DETERMINATION THAT THE ACT IS NOT AN ACT ATTRACTING THE EXPEDITED PROCEDURE

Tribunal:

Helen Shurven, Member

Place:

Perth

Date:

19 December 2019

Catchwords:

Native title – future act – proposed grant of exploration licence – expedited procedure objection application – whether act likely to interfere directly with the carrying on of community or social activities – whether act likely to interfere with sites or areas of particular significance – whether act likely to involve major disturbance to land or waters – expedited procedure – the act is not an act attracting the expedited procedure

Legislation:

Mining Act 1978 (WA) ss 58, 66

Mining Regulations 1981 (WA) r 20

Native Title Act 1993 (Cth) ss 31, 32, 151(2), 237

Cases:

Cheinmora v Striker Resources NL; Dann v Western Australia [1996] FCA 1147; (1996) 142 ALR 21 (Cheinmora v Striker Resources)

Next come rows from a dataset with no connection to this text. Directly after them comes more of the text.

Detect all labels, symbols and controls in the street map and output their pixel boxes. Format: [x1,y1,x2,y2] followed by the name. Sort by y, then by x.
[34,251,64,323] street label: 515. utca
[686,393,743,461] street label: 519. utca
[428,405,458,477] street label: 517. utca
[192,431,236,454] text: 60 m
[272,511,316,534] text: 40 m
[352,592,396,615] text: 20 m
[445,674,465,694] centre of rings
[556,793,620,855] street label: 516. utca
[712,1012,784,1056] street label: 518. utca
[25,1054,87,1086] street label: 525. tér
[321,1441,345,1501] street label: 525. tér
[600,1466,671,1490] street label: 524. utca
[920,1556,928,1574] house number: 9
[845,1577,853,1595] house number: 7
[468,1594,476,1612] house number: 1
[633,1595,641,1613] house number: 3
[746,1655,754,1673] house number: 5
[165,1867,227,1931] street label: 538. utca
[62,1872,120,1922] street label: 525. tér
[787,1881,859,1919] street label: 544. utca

Daisy Lungunan and Others on behalf of Nyikina and Mangala/ Western Australia/Geotech International Pty Ltd [2012] NNTTA 24 (Geotech International)

Gooniyandi Aboriginal Corporation RNTBC v Kimberley Granite Quarries Pty Ltd and Another [2016] NNTTA 1 (Gooniyandi v Kimberley Granite)

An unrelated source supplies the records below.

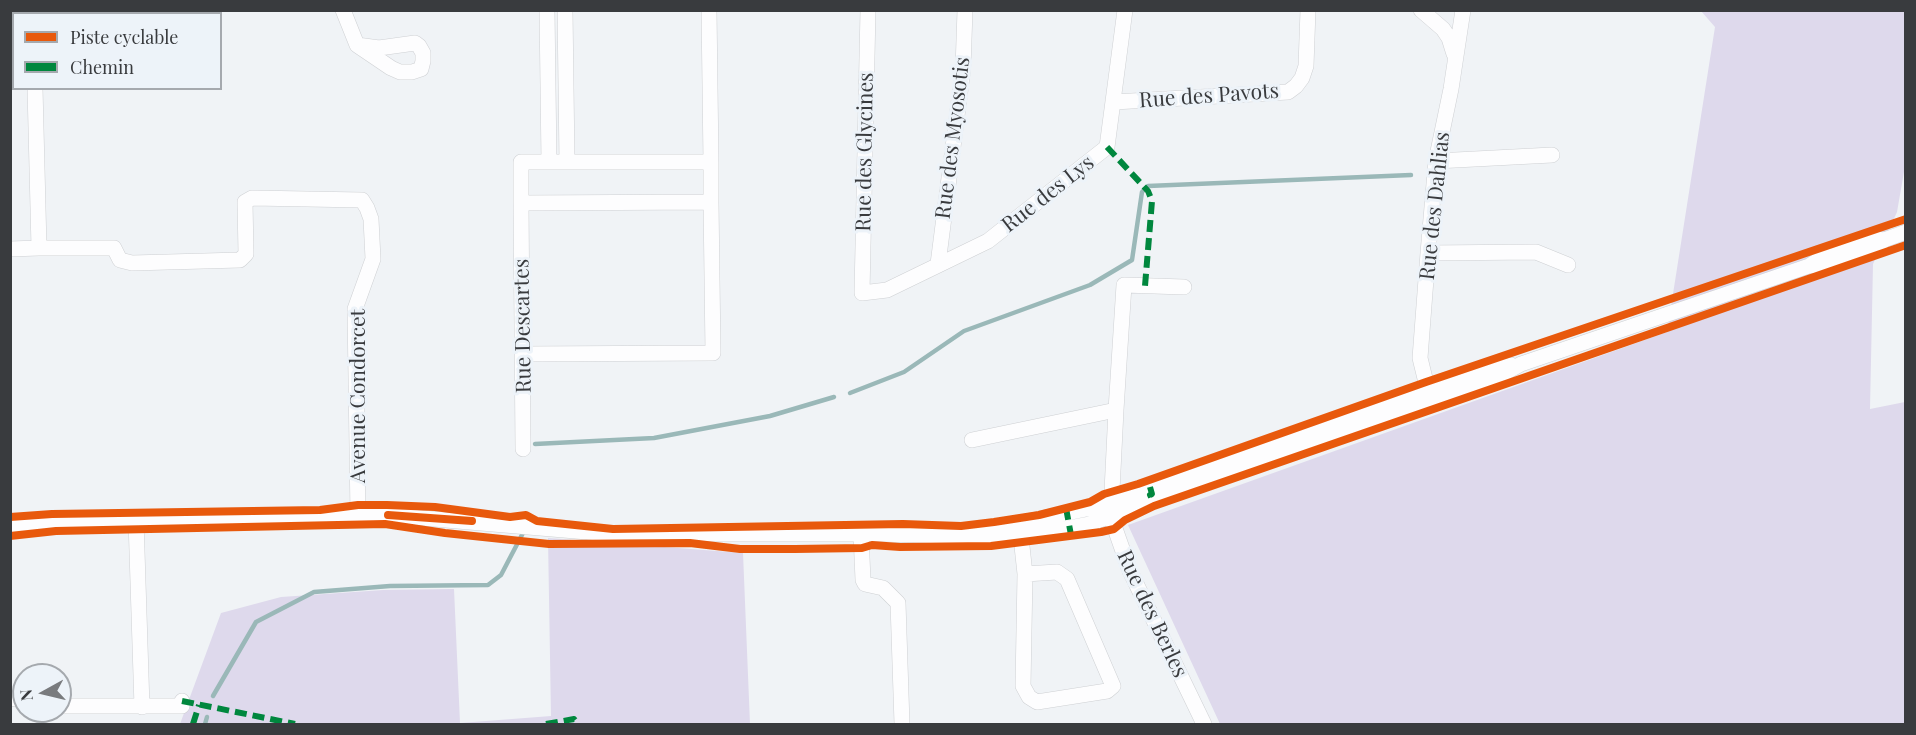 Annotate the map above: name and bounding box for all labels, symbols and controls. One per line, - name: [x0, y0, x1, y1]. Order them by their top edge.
- legend: [12, 12, 222, 90]
- text: Piste cyclable: [70, 25, 178, 49]
- text: Chemin: [70, 55, 134, 79]
- street label: Rue des Myosotis: [931, 56, 975, 220]
- street label: Rue des Glycines: [851, 72, 879, 232]
- street label: Rue des Pavots: [1138, 79, 1280, 113]
- street label: Rue des Dahlias: [1415, 131, 1455, 281]
- street label: Rue des Lys: [997, 150, 1099, 238]
- street label: Rue Descartes: [509, 259, 537, 393]
- street label: Avenue Condorcet: [345, 309, 371, 483]
- street label: Rue des Berles: [1112, 546, 1192, 682]
- north arrow: [12, 663, 72, 723]
- text: N: [14, 688, 37, 702]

Maureen Young on behalf of the Ngadju People/Western Australia/South Coast Metals Pty Ltd [2001] NNTTA 42 (Young v South Coast Metals)

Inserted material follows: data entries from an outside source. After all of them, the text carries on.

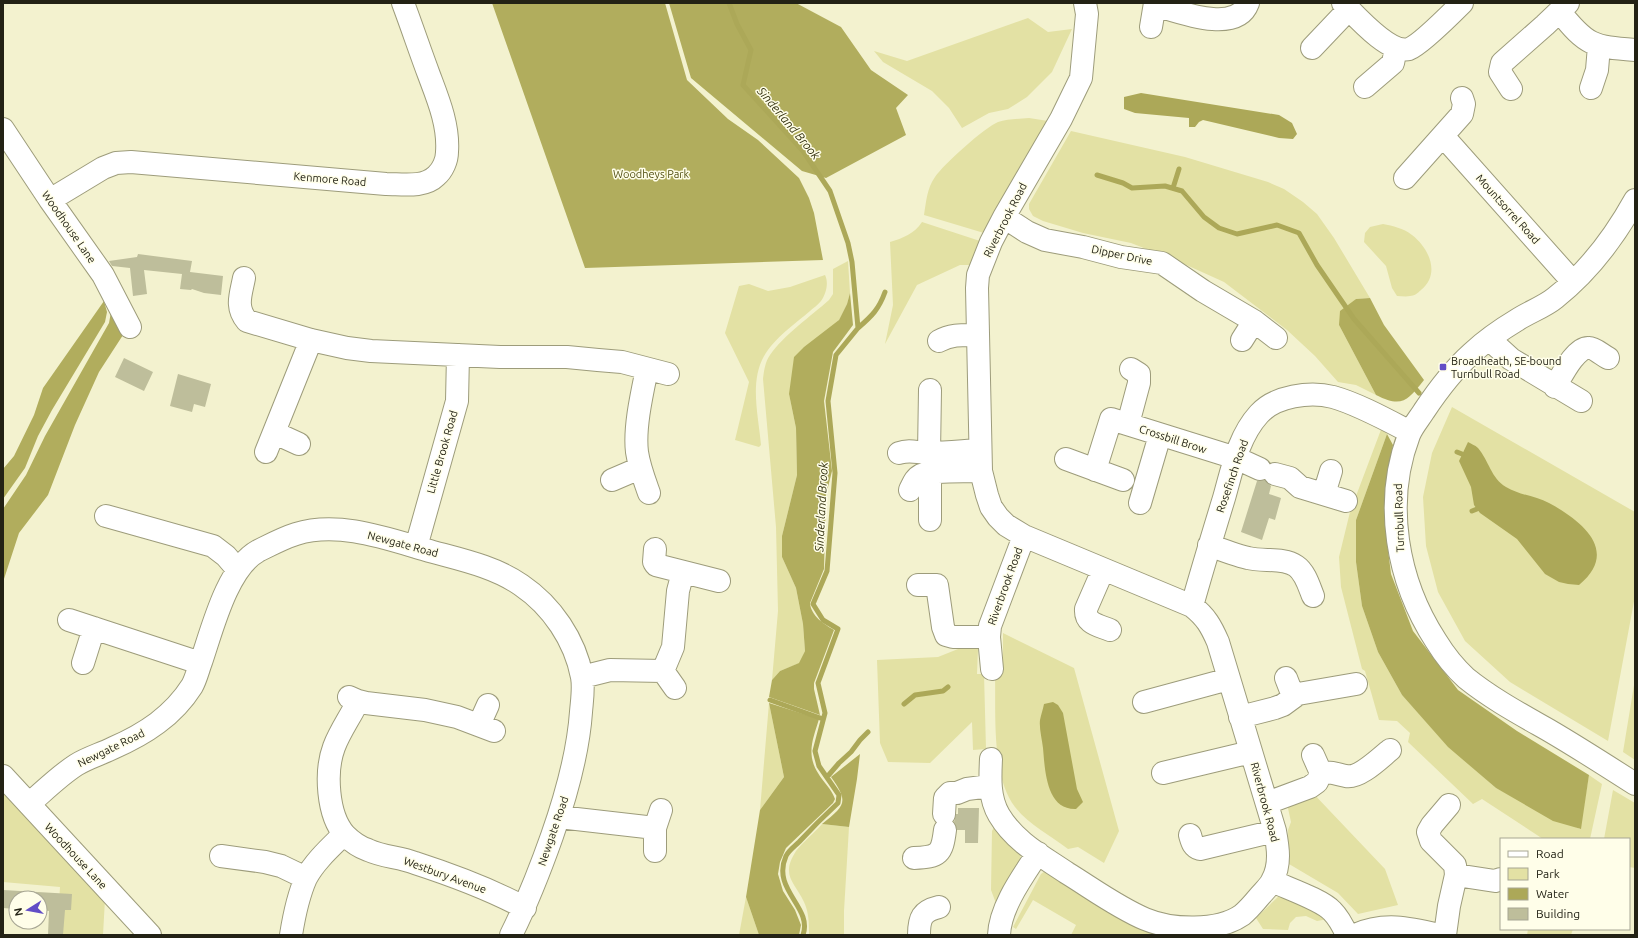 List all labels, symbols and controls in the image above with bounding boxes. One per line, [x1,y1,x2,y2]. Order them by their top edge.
water label: Sinderland Brook [754,84,823,162]
park label: Woodheys Park [613,168,690,180]
street label: Kenmore Road [293,170,367,188]
street label: Mountsorrel Road [1474,172,1542,246]
street label: Riverbrook Road [981,181,1029,259]
street label: Woodhouse Lane [40,189,98,265]
street label: Dipper Drive [1090,243,1154,267]
place label: Broadheath, SE-bound Turnbull Road [1451,355,1561,380]
marker: Broadheath, SE-bound Turnbull Road [1438,362,1448,372]
street label: Little Brook Road [424,409,460,495]
street label: Crossbill Brow [1138,422,1209,456]
street label: Rosefinch Road [1214,438,1250,514]
water label: Sinderland Brook [812,461,830,553]
street label: Turnbull Road [1392,483,1406,553]
street label: Newgate Road [366,529,440,559]
street label: Riverbrook Road [985,545,1025,627]
street label: Newgate Road [76,727,146,769]
street label: Riverbrook Road [1249,761,1281,843]
street label: Newgate Road [535,795,571,867]
street label: Woodhouse Lane [43,821,109,891]
legend [1500,838,1630,930]
text: Road [1536,847,1564,860]
street label: Westbury Avenue [402,854,488,896]
text: Park [1536,867,1560,880]
text: Water [1536,887,1569,900]
north arrow [8,890,48,930]
text: N [12,907,25,917]
text: Building [1536,907,1580,920]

Merle Forrest and Others on behalf of Central East Goldfields People/Western Australia/Aruma Exploration Pty Ltd [2012] NNTTA 59 (Central East Goldfields v Aruma)

Neowarra v Western Australia [2004] FCA 1092

Silver v Northern Territory [2002] NNTTA 18; (2002) 169 FLR 1

Ward v Western Australia [1996] FCA 1452; (1996) 69 FCR 208

Western Desert Lands Aboriginal Corporation (Jamukurnu Yapalinkunu) RNTBC v MDR (Thomsons) Pty Ltd [2014] NNTTA 91 (Western Desert Lands v MDR (Thomsons))

Wanjina-Wunggurr (Native Title) Aboriginal Corporation RNTBC v Buxton Resources Ltd and Another [2019] NNTTA 119 (WNTAC v Buxton)

Yindjibarndi Aboriginal Corporation v FMG Pilbara [2014] NNTTA 8 (Yindjibarndi v FMG)

Representatives of the native title party:

Ania Maszkowski and Samuel Legge, Kimberley Land Council

Representative of the grantee party: Julie Gilbert, UTM Global Pty Ltd
Representatives of the Government party:

Michael McMahon and Bethany Conway, Department of Mines, Industry Regulation and Safety
Ellise O'Sullivan, State Solicitor's Office

REASONS FOR DETERMINATION

  1. This is a decision under s 32 of the Native Title Act1993 (Cth) (the Act) about whether the expedited procedure applies to the grant of exploration licence E80/5349 to Lucky Break Operations Pty Ltd (Lucky Break). All references to legislation are to the Act unless stated otherwise.

  2. The State of Western Australia (the State) gave notice of their intention to grant the licence and included a statement that they consider the grant is an act attracting the expedited procedure. This would, subject to any successful objections, allow the licence to be granted without the normal negotiation required by s 31.

  3. The licence is located over land and waters where the Wanjina-Wunggurr (Native Title) Aboriginal Corporation (WNTAC) hold non-exclusive native title in trust for the Ngarinyin People (see Neowarra v Western Australia). WNTAC lodged an objection with the National Native Title Tribunal (the Tribunal) to the State’s inclusion of the expedited procedure statement. The Tribunal must make a determination about whether the expedited procedure applies (s 32(4)). The President of the Tribunal appointed me to constitute the Tribunal for this purpose.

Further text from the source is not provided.